The last aspect of Sysco’s balance sheet I would like to highlight is its long-term debt. Sysco has $12.2 billion in long-term debt, 96% of which is secured at attractive fixed rates. Given Sysco’s robust annual free cash flow generation of $2 billion or more and $598 million cash on hand, I am confident in Sysco’s ability to manage debt obligations. The upcoming maturities in FY2026 and FY2027, totaling $749 million and $996 million, should not present any issues. Sysco remains committed to maintaining a solid investment-grade balance sheet, and I do not anticipate this changing in the foreseeable future.
Valuation
Starting with Sysco’s FY2024 top-line sales, I elected to use management’s previously issued guidance of $79 billion, considering this is the fiscal year’s final quarter. I then opted for a 5% revenue growth rate through FY2027, the midpoint of management’s investor day guidance.
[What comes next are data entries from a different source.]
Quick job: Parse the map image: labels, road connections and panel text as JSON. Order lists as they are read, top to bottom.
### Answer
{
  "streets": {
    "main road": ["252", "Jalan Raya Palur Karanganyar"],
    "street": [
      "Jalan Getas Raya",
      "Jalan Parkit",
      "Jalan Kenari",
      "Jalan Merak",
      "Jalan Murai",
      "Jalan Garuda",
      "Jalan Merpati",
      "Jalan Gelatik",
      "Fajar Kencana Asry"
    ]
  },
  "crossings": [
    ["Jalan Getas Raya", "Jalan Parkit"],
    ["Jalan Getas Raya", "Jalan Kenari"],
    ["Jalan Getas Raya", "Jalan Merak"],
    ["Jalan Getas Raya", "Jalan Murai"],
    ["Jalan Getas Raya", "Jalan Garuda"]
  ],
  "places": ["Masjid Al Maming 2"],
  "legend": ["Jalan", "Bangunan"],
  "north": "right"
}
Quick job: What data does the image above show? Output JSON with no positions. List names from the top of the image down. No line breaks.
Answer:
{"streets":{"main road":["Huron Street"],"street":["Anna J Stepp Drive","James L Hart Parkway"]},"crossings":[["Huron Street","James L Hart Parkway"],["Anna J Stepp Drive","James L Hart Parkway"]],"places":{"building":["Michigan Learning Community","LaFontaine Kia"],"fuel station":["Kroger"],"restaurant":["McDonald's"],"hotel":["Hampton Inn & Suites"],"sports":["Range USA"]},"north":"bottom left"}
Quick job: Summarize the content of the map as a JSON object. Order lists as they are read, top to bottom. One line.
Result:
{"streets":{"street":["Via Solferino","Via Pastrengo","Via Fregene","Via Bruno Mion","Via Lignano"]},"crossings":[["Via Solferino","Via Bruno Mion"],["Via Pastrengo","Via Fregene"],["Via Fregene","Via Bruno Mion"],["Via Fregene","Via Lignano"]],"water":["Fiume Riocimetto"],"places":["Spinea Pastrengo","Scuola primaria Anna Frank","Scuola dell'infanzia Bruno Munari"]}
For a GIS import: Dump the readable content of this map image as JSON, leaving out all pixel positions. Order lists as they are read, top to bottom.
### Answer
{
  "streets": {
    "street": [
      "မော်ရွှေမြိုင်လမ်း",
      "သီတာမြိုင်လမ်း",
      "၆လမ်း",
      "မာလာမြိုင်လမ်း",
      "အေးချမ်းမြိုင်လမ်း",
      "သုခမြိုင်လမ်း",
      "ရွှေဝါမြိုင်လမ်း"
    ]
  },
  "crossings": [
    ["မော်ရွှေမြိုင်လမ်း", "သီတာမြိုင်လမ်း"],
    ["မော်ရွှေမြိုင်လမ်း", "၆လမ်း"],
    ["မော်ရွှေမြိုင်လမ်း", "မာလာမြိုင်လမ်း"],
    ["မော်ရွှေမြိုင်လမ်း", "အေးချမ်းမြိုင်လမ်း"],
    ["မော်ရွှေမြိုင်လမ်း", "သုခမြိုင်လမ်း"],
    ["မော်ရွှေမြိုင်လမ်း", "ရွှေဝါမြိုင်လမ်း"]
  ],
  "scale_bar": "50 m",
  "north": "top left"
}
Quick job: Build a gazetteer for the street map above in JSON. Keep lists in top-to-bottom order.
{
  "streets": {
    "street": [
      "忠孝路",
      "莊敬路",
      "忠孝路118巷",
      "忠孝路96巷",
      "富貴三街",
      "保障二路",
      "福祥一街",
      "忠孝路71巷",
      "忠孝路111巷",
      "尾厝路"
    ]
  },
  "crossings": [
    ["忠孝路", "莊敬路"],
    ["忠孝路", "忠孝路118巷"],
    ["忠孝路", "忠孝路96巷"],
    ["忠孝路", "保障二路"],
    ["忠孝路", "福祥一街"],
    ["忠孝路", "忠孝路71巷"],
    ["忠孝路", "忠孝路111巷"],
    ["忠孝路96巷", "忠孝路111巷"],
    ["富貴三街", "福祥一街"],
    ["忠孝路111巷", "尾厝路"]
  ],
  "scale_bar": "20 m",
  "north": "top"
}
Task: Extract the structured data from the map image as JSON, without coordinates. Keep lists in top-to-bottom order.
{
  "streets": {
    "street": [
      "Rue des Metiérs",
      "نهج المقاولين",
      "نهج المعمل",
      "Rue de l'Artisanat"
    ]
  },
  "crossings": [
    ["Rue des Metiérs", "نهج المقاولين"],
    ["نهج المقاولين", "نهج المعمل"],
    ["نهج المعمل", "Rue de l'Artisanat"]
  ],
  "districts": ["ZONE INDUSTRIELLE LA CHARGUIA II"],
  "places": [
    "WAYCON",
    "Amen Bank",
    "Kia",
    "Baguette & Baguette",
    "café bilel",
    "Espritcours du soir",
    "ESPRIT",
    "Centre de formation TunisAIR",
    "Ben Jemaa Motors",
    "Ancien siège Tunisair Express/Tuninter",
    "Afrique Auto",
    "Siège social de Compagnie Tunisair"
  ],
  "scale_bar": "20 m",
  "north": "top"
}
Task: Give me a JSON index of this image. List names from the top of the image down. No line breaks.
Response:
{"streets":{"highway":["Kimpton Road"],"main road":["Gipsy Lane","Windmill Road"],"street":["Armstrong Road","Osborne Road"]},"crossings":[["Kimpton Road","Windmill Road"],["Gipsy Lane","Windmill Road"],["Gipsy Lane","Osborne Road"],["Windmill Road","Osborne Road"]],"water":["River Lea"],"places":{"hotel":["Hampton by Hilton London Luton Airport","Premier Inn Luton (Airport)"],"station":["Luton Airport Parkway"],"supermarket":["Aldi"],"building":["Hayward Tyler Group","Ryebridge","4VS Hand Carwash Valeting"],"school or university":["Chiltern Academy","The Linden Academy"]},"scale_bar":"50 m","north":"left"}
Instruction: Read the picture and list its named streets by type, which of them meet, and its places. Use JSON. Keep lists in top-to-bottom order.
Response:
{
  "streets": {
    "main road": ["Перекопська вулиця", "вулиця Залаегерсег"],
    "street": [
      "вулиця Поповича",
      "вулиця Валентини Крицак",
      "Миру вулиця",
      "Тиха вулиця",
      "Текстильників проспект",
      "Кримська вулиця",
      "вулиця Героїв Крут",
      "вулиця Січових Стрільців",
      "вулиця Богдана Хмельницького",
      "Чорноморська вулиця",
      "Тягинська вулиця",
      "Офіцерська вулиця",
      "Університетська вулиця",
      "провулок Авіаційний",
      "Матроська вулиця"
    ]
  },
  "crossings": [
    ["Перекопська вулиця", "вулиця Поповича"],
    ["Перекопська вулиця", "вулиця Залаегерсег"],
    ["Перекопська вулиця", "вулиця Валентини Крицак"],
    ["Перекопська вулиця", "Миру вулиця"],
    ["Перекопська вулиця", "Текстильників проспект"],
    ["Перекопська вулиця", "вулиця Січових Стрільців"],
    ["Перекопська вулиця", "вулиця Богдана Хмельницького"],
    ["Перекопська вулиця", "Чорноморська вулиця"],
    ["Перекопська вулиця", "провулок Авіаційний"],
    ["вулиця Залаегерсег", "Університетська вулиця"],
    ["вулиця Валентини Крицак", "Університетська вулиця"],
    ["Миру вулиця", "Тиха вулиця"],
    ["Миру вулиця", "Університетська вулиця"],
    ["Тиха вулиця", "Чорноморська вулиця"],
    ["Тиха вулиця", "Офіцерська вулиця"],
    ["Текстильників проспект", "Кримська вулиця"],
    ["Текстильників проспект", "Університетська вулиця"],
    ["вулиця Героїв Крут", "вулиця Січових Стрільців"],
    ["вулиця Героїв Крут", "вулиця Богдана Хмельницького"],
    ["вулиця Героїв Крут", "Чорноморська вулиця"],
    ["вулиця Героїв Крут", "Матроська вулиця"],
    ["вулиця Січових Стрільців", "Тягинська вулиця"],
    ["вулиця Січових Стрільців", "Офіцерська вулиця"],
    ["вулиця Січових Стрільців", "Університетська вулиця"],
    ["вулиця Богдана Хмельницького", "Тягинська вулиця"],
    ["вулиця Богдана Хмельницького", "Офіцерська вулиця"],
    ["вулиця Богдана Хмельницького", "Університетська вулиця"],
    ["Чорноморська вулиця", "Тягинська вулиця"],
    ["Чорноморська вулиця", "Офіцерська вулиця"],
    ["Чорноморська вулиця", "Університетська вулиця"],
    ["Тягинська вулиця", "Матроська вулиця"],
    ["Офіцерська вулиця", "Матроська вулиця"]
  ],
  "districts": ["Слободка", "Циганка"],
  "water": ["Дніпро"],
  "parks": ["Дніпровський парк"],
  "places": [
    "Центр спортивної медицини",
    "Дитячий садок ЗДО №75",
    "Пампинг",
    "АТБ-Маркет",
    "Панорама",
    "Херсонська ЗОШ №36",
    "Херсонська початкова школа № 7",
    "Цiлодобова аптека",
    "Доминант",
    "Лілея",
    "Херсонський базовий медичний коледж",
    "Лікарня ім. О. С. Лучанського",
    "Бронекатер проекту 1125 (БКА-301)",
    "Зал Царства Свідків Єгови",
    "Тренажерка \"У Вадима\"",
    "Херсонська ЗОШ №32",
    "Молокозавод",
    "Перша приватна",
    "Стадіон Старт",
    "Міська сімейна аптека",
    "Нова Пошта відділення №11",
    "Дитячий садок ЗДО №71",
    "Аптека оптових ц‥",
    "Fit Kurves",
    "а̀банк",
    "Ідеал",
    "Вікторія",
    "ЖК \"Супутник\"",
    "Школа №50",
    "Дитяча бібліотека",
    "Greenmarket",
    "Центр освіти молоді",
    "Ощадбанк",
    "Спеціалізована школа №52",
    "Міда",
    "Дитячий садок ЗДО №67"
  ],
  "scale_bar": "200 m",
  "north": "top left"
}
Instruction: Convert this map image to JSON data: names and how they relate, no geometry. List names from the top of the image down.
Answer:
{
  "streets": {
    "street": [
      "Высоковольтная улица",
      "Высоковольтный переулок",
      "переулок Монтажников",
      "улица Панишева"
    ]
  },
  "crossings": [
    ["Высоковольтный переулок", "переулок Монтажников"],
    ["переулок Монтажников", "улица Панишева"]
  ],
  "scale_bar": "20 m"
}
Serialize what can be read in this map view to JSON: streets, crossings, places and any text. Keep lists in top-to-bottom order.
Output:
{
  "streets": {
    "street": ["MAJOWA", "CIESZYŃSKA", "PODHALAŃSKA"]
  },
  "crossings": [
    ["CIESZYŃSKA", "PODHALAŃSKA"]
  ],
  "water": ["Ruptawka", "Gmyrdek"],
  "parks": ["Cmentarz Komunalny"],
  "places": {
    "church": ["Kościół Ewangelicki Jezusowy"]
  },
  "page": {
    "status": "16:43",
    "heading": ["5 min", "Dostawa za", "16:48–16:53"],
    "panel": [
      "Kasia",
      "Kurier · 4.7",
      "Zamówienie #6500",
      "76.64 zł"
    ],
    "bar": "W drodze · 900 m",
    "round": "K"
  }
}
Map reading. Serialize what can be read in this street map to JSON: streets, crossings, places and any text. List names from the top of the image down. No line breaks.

While I believe that this investor day guidance was deliberately conservative and constructed to rebuild credibility, it is best to be modest with projections. This 5% revenue growth target is also well below Sysco’s five-year average of 6.45%, again highlighting the conservative approach.
Moving to gross margins, I projected a modest expansion from 18.5% in FY2024 to 19% by FY2027. This expansion is predicated upon inflation stabilization and increased sales of higher-margin specialty products, a core focus for Sysco.
Next, I projected net margins of 2.3% for FY2024, then an expansion to 2.7% through FY2027. This expansion will be driven by continued gains from specialty products and the realization of further cost savings that management has guided for. I forecasted a reduction in shares outstanding to 467.77 million shares, reflecting a 2% annual decrease through FY2027. Given the $3.3 billion remaining under the current share repurchase agreement and the $1 billion in annual buyback guidance, this forecast is likely conservative. Lastly, I applied the midpoint of management’s EPS growth guidance of 6% to 8% through FY2027. This leaves us with an FY2027 EPS of $5.27. By assigning a 20x P/E multiple, well below Sysco’s five-year average of 24.65x, I arrived at a share price of $105.40. This price target implies a 45% upside potential from the current share price. Over three years, this boils down to a 13.02% compounded annual growth rate (CAGR) before considering any quarterly dividend payments.
Bottom Line
Given the current market environment, I believe now is an excellent moment for investors to get defensive and add exposure to consumer staples. Sysco stands out as a prime opportunity for patient investors and is poised for a rebound. I recommend SYY as a strong buy with a target price of $105.40.